Stored data
□ □ □ □

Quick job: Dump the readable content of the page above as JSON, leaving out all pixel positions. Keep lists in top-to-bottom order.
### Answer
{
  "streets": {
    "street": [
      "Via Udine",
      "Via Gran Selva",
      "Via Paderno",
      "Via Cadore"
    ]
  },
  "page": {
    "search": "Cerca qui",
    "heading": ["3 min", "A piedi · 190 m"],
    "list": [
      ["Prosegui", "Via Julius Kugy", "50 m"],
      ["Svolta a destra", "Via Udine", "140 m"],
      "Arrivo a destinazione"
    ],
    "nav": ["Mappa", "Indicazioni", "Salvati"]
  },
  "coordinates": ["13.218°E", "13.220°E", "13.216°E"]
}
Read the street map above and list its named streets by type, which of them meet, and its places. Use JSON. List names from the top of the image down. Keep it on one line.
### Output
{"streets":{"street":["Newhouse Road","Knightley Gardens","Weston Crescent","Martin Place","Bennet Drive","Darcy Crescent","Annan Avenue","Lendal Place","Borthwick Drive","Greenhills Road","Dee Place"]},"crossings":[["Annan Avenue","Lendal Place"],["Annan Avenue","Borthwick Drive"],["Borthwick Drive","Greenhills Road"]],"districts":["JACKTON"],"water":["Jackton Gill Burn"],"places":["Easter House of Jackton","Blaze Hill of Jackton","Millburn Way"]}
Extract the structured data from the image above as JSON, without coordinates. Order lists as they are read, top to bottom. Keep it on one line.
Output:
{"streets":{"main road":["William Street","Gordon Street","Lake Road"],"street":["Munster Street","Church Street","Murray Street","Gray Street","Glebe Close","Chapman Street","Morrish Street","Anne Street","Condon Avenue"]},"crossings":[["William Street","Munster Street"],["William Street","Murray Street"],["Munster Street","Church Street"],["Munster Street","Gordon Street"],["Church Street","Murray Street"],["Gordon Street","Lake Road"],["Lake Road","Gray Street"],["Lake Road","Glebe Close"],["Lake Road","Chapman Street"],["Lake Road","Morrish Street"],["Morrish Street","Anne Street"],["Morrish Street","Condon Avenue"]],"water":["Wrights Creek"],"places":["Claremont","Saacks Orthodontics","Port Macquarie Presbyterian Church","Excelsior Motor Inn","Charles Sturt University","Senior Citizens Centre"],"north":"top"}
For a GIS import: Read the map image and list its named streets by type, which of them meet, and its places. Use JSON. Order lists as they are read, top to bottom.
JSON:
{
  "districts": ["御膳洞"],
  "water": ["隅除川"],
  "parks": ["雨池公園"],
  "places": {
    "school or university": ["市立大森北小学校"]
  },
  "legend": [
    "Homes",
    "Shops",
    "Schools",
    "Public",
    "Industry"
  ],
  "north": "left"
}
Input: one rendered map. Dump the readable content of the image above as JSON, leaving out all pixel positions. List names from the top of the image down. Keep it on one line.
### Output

□ □ □ □

What is expected - Write out the records in full, word for word.

Output of the task -
Quick job: Dump the readable content of the page above as JSON, leaving out all pixel positions. Keep lists in top-to-bottom order.
### Answer
{
  "streets": {
    "street": [
      "Via Udine",
      "Via Gran Selva",
      "Via Paderno",
      "Via Cadore"
    ]
  },
  "page": {
    "search": "Cerca qui",
    "heading": ["3 min", "A piedi · 190 m"],
    "list": [
      ["Prosegui", "Via Julius Kugy", "50 m"],
      ["Svolta a destra", "Via Udine", "140 m"],
      "Arrivo a destinazione"
    ],
    "nav": ["Mappa", "Indicazioni", "Salvati"]
  },
  "coordinates": ["13.218°E", "13.220°E", "13.216°E"]
}
Read the street map above and list its named streets by type, which of them meet, and its places. Use JSON. List names from the top of the image down. Keep it on one line.
### Output
{"streets":{"street":["Newhouse Road","Knightley Gardens","Weston Crescent","Martin Place","Bennet Drive","Darcy Crescent","Annan Avenue","Lendal Place","Borthwick Drive","Greenhills Road","Dee Place"]},"crossings":[["Annan Avenue","Lendal Place"],["Annan Avenue","Borthwick Drive"],["Borthwick Drive","Greenhills Road"]],"districts":["JACKTON"],"water":["Jackton Gill Burn"],"places":["Easter House of Jackton","Blaze Hill of Jackton","Millburn Way"]}
Extract the structured data from the image above as JSON, without coordinates. Order lists as they are read, top to bottom. Keep it on one line.
Output:
{"streets":{"main road":["William Street","Gordon Street","Lake Road"],"street":["Munster Street","Church Street","Murray Street","Gray Street","Glebe Close","Chapman Street","Morrish Street","Anne Street","Condon Avenue"]},"crossings":[["William Street","Munster Street"],["William Street","Murray Street"],["Munster Street","Church Street"],["Munster Street","Gordon Street"],["Church Street","Murray Street"],["Gordon Street","Lake Road"],["Lake Road","Gray Street"],["Lake Road","Glebe Close"],["Lake Road","Chapman Street"],["Lake Road","Morrish Street"],["Morrish Street","Anne Street"],["Morrish Street","Condon Avenue"]],"water":["Wrights Creek"],"places":["Claremont","Saacks Orthodontics","Port Macquarie Presbyterian Church","Excelsior Motor Inn","Charles Sturt University","Senior Citizens Centre"],"north":"top"}
For a GIS import: Read the map image and list its named streets by type, which of them meet, and its places. Use JSON. Order lists as they are read, top to bottom.
JSON:
{
  "districts": ["御膳洞"],
  "water": ["隅除川"],
  "parks": ["雨池公園"],
  "places": {
    "school or university": ["市立大森北小学校"]
  },
  "legend": [
    "Homes",
    "Shops",
    "Schools",
    "Public",
    "Industry"
  ],
  "north": "left"
}
Input: one rendered map. Dump the readable content of the image above as JSON, leaving out all pixel positions. List names from the top of the image down. Keep it on one line.
### Output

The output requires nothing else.